Of course, the answer was yes. When it comes to House on Haunted Hill, the answer is always yes. Be it Halloween, Christmas, Arbor Day or two hours past bedtime on a school night, it’s a resounding yes.

For the uninitiated, there are some things you should know about House on Haunted Hill. First, this is a William Castle film. Which means despite all efforts to the contrary, it’s a bit on the silly side. It also happens to be brilliant. Without William Castle there would be no John Waters, no Robert Zemeckis or Joe Dante.  For my money, House on Haunted Hill represents the birth of the sweet spot in Castle’s career, quickly followed by The Tingler (Ladies and gentlemen, please do not panic! But SCREAM! Scream for your lives!), 13 Ghosts and Mr. Sardonicus.

House on Haunted Hill stars Vincent Price as Frederick Loren whose opening dialogue you see a the top of this post. Honestly, I debated even writing this, the entire articles can be summed up succinctly with two sentences containing but four words.

William Castle. Vincent Price.

That’s all the hook you need. It says it all.

Speaking of Vincent Price, I blew my daughter’s mind by informing her Vincent Price is the voice at the end of Thriller. Parenting win.

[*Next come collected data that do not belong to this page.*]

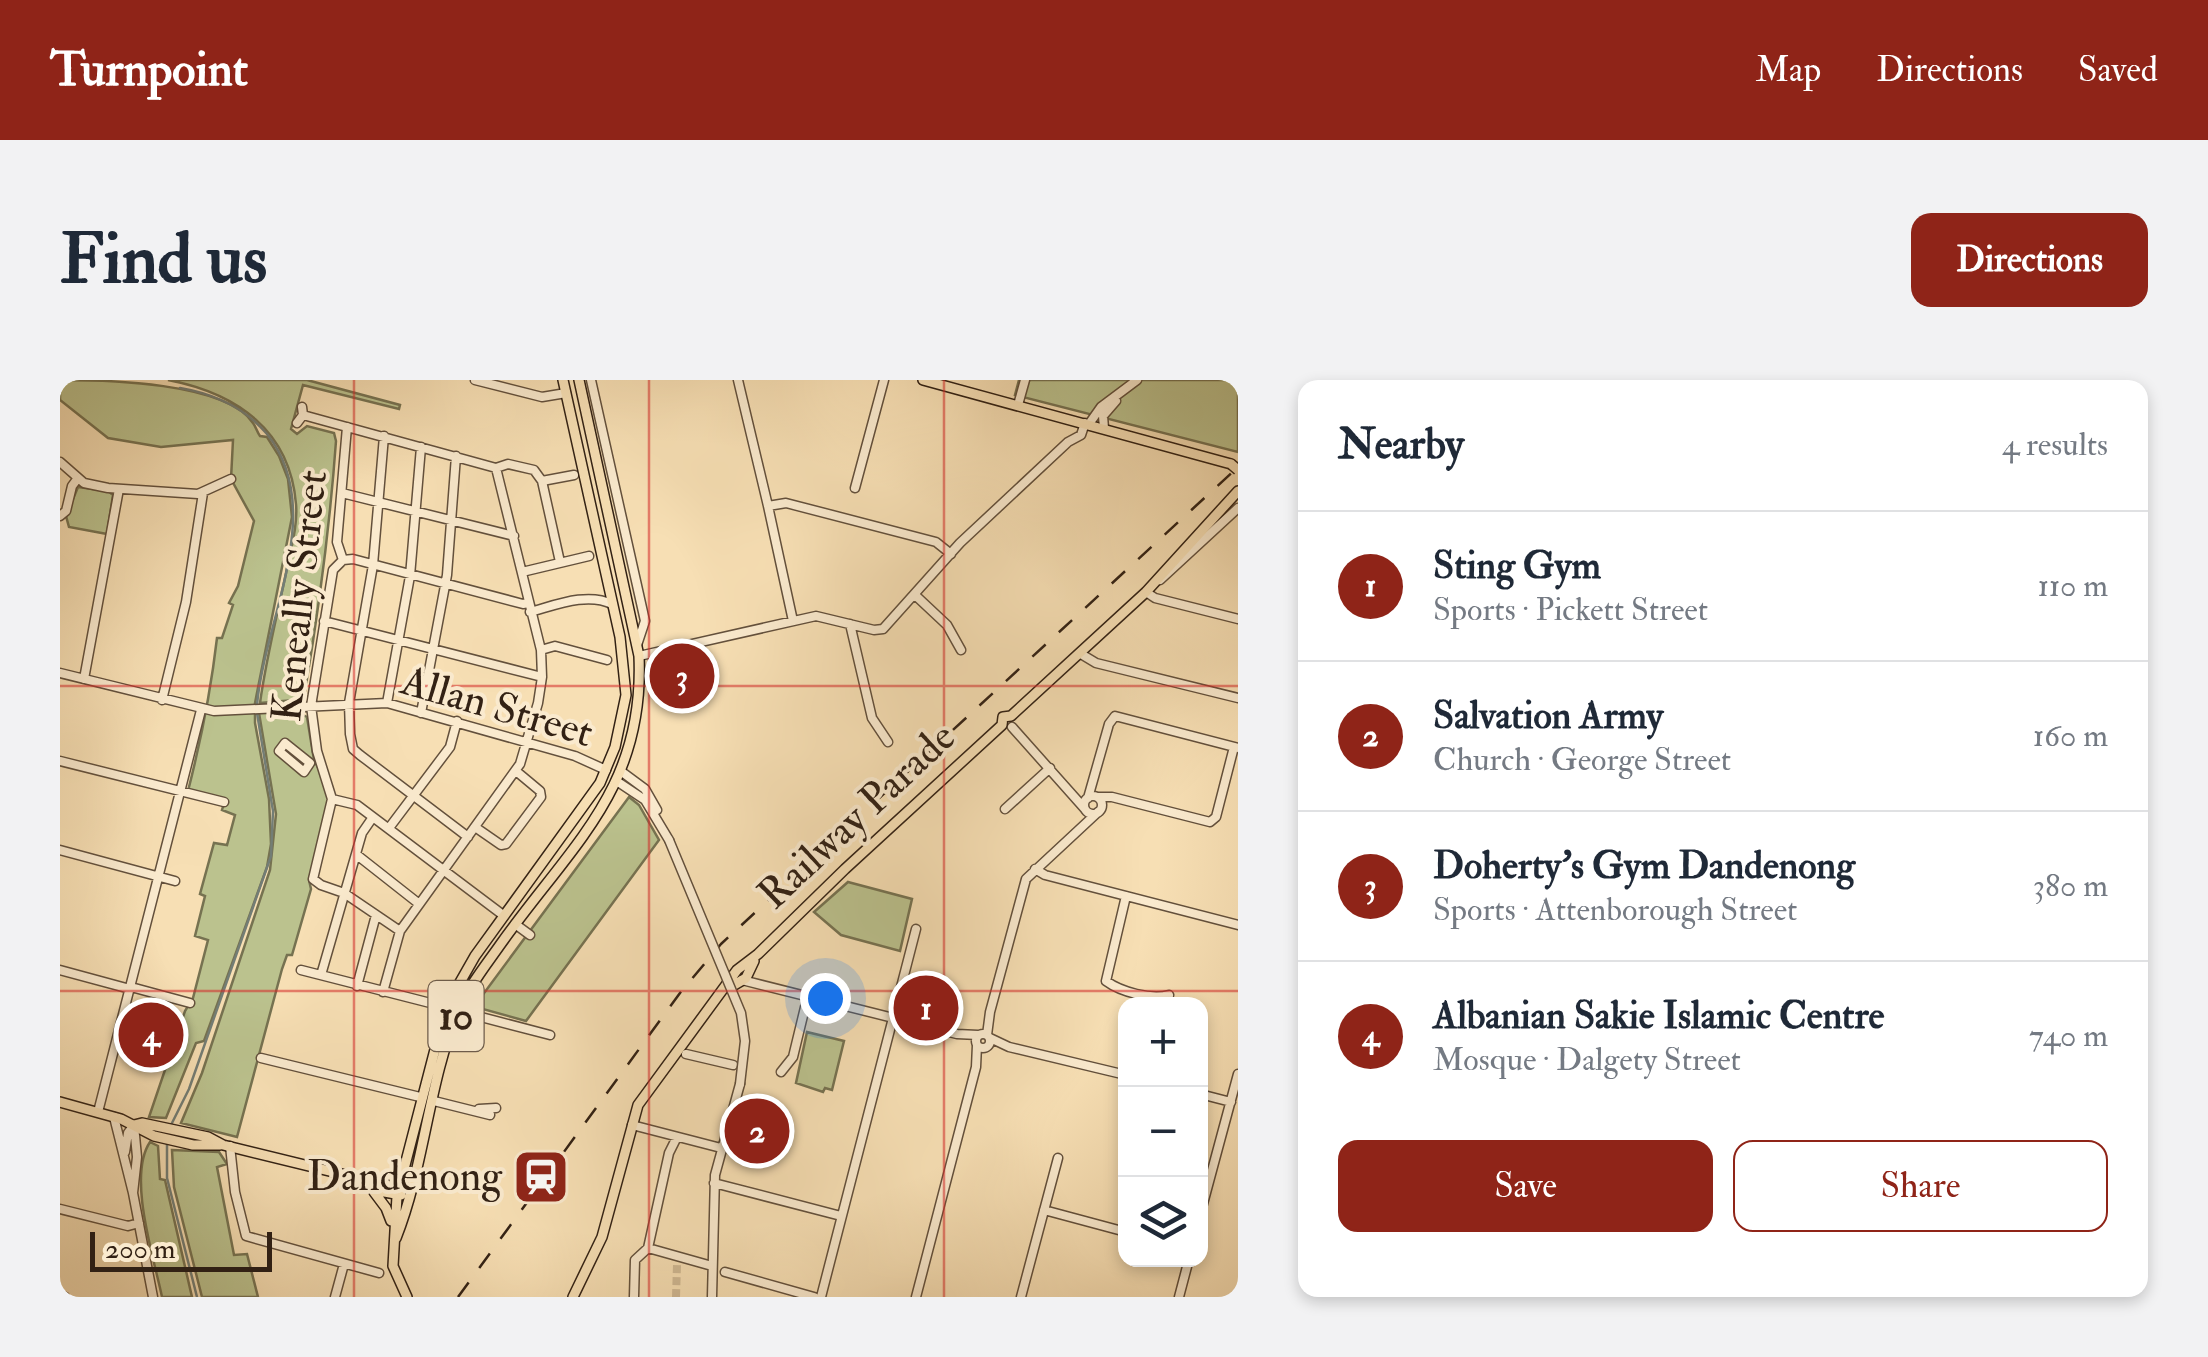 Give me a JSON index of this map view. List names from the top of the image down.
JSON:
{
  "streets": {
    "main road": ["Railway Parade", "10"],
    "street": ["Keneally Street", "Allan Street"]
  },
  "crossings": [
    ["Keneally Street", "Allan Street"],
    ["Allan Street", "10"]
  ],
  "places": {
    "station": ["Dandenong"]
  },
  "scale_bar": "200 m",
  "page": {
    "header": "Turnpoint",
    "nav": ["Map", "Directions", "Saved"],
    "buttons": [
      "Directions",
      ["Save", "Share"]
    ],
    "title": "Find us",
    "heading": ["Nearby", "4 results"],
    "list": [
      {
        "mark": "1",
        "name": "Sting Gym",
        "note": "Sports · Pickett Street",
        "value": "110 m"
      },
      {
        "mark": "2",
        "name": "Salvation Army",
        "note": "Church · George Street",
        "value": "160 m"
      },
      {
        "mark": "3",
        "name": "Doherty's Gym Dandenong",
        "note": "Sports · Attenborough Street",
        "value": "380 m"
      },
      {
        "mark": "4",
        "name": "Albanian Sakie Islamic Centre",
        "note": "Mosque · Dalgety Street",
        "value": "740 m"
      }
    ],
    "pins": [
      "3",
      "1",
      "4",
      "2"
    ],
    "map_buttons": ["+", "−"],
    "scale": "200 m"
  }
}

House on Haunted Hill is in the public domain so there’s about a thousand versions out there to choose from. Stay away from the colorized version. Sure, it’s the exact same movie, but something is lost in the presentation. House on Haunted Hill is a black and white film and should forever remain that way. Of course, there’s a remake out there. (See also: 13 Ghosts) I haven’t watched it yet, and likely never will. Why mess with perfection?

(See also: Matinee)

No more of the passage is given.